We're all worried about contagion these days, so it's worth noting that researchers have found yet another unfortunate condition is highly communicable:
Observing someone blame another for their lack of success "increased the likelihood that people would make subsequent blame attributions for their own, unrelated failures," according to a paper just published in the Journal of Experimental Social Psychology. Deflecting responsibility, in other words, is infectious — but there appears to be an effective inoculation.
"When people blame others for their mistakes, they learn less and perform worse," note the paper's co-authors, Nathanael Fast of the University of Southern California and Larissa Tiedens of Stanford University. "The problem is magnified when blame becomes embedded in the shared culture of groups and organizations. Yet little is known about whether — and if so, how — the propensity to blame spreads from one person to another."
To examine this question, Fast and Tiedens conducted four experiments. In the first, 100 participants recruited through a national online database read a news story about a 2005 special election called by California Gov. Arnold Schwarzenegger. The governor called the expensive election specifically to pass four propositions, all of which were soundly defeated.
In the first version of the story, Schwarzenegger was quoted as saying responsibility for this debacle rested solely with him. In the second version, he blamed political partisanship and "certain interest groups" for the propositions' failure to pass.

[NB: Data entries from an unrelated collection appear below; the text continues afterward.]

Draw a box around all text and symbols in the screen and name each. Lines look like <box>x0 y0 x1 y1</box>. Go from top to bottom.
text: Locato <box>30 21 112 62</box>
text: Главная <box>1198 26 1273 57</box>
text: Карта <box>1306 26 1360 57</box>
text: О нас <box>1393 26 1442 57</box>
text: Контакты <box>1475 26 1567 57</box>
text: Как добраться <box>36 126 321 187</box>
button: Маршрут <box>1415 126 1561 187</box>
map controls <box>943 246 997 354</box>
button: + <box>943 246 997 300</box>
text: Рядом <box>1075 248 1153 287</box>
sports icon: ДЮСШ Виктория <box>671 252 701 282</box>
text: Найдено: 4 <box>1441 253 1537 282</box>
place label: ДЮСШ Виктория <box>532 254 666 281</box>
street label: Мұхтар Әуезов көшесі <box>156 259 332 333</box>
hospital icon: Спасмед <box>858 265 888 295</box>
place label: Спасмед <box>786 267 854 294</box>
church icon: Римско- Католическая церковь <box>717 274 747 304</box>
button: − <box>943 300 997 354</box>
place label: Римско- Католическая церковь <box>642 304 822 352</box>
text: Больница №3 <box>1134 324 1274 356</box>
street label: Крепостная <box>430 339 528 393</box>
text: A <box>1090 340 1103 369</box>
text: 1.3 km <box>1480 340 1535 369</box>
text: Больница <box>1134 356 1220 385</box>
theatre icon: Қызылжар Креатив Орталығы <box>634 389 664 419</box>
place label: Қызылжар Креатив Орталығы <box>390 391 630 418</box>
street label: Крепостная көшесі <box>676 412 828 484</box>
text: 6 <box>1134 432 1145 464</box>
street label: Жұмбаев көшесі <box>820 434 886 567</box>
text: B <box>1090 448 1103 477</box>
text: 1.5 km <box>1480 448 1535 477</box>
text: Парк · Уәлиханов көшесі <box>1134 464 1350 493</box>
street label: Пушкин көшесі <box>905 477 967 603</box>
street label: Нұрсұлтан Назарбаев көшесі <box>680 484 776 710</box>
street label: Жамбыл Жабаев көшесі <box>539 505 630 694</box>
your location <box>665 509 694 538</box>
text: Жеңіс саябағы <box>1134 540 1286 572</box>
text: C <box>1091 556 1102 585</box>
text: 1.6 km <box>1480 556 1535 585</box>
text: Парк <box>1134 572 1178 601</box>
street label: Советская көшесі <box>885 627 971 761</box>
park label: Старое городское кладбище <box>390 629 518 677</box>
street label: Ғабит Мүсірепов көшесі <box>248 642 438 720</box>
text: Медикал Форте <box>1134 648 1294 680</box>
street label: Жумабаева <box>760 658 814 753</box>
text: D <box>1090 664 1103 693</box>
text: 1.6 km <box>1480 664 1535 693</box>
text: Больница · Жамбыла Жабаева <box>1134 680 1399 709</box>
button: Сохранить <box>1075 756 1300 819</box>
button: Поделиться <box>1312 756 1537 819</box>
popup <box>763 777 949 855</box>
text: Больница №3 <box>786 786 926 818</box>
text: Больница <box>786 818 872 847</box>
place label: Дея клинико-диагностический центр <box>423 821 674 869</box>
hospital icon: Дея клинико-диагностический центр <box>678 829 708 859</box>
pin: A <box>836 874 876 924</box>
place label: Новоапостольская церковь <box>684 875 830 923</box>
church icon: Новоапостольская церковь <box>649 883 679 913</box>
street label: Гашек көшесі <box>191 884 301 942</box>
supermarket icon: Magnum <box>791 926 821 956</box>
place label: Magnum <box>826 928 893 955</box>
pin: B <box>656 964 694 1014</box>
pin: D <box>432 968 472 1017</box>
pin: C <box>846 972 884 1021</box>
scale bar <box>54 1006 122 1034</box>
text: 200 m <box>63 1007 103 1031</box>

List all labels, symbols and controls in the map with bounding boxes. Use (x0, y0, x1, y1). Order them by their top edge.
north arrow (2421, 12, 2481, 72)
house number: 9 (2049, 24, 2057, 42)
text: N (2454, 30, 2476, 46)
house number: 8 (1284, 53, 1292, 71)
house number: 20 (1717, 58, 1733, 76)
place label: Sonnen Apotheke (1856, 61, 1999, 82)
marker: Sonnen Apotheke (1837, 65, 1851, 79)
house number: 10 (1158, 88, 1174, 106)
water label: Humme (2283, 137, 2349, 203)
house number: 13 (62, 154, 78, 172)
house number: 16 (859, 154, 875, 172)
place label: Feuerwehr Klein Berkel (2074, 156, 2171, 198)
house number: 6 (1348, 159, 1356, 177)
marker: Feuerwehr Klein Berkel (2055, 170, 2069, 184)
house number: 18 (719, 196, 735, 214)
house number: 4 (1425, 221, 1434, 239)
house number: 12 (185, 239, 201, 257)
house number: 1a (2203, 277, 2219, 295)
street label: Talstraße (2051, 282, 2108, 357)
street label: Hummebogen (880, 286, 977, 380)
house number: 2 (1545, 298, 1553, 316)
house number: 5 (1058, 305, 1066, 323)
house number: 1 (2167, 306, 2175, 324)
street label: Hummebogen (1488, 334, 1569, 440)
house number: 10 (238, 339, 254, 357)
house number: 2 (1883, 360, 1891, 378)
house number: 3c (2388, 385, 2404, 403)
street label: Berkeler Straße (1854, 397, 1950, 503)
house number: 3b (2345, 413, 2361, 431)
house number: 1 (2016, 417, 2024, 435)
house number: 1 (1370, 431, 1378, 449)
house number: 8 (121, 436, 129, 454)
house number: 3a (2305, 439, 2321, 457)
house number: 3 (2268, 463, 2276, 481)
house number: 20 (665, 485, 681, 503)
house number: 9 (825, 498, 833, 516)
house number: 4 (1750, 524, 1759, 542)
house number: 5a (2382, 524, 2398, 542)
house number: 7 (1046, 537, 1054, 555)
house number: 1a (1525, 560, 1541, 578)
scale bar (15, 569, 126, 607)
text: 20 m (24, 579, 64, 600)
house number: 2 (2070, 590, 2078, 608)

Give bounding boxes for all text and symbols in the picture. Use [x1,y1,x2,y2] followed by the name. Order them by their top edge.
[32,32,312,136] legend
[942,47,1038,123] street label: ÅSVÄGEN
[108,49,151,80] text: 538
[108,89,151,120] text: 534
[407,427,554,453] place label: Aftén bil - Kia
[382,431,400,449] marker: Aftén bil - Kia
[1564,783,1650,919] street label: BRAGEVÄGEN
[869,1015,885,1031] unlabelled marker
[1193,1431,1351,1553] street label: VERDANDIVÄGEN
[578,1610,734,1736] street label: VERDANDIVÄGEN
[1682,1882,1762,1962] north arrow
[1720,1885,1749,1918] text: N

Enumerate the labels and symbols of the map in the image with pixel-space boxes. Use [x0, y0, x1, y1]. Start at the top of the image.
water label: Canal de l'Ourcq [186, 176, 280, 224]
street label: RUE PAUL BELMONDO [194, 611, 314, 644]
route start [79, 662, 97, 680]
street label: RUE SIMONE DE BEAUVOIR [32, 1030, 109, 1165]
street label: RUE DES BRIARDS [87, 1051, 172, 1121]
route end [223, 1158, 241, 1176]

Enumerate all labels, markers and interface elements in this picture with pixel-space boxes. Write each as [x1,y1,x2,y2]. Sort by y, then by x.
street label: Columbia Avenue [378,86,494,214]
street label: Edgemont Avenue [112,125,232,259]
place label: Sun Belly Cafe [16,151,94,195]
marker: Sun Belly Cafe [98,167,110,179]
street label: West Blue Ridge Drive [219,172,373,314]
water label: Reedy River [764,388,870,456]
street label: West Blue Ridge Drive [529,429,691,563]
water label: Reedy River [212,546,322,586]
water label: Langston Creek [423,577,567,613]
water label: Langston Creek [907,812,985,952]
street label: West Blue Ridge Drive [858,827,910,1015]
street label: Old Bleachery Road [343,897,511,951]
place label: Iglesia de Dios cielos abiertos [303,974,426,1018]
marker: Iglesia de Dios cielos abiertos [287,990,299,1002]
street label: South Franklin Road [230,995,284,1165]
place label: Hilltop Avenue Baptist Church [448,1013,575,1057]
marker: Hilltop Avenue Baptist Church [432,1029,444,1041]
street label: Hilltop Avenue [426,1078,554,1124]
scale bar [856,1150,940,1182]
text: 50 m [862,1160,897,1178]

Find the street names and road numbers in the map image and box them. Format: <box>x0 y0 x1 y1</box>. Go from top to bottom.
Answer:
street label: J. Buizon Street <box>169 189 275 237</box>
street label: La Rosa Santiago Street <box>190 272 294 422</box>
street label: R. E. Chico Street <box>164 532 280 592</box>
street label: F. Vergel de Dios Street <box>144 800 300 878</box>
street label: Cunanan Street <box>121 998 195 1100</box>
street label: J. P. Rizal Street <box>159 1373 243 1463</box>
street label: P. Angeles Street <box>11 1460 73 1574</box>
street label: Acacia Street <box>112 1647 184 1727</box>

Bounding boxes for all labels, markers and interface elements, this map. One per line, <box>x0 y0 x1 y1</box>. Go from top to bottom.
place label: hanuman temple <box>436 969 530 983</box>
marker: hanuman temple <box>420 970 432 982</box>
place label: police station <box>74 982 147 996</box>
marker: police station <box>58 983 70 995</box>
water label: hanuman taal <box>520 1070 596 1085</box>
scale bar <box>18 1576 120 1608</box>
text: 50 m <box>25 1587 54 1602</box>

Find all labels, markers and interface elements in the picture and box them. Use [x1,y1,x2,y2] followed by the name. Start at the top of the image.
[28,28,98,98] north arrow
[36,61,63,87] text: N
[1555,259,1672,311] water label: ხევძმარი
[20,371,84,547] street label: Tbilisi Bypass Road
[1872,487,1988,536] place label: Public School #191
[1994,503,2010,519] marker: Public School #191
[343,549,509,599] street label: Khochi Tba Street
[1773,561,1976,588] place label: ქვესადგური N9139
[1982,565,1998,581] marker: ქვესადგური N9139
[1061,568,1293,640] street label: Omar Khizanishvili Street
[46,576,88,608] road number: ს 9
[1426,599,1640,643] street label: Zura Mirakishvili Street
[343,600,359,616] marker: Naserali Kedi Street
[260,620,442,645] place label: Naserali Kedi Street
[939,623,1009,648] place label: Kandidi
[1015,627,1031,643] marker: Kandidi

After completing a filler task in which they rated their familiarity with certain baseball players, the participants were asked — ostensibly as part of a separate study — to think of a personal failure and write about it. They were then asked to indicate who or what was responsible for the disappointing outcome.
Those who read the version of the news item in which Schwarzenegger blamed opponents for his defeat "were more likely to make blame attributions for their own, unrelated failures," the researchers found. The same dynamic held in two subsequent experiments, in which participants were told of a student blaming others for his lack of success finding a job, and an administrator blaming others for the fact the foundation he runs awarded grants to several unsuitable organizations.
For the final experiment, which also featured the tale of the inappropriate grants, "we manipulated whether or not participants had an alternative means of protecting their self-image," the researchers report. Specifically, half of the test subjects were asked to write about one of their core values and why it was important to them. The others were asked to select a value they considered less important to them personally and write about why it might be meaningful to someone else.
Among those who described their core value, "the blame contagion effect was eliminated," Fast and Tiedens report. Given the opportunity to bolster their self-worth, the participants did not feel the need to shore up their egos by blaming others.
The researchers note these findings have interesting implications for the science of leadership. "Although the answer is not necessarily to stop giving critiques or assigning blame," they write, "one strategy leaders might adopt is to become more (sensitive to the issue of) what they say publicly and what they say privately."
Taking responsibility for mistakes sets a tone of accountability; publicly blaming others can start a cascade of castigation. Changing one's leadership style to reflect this reality is certainly worth a try. But if it proves disastrous, don't blame me.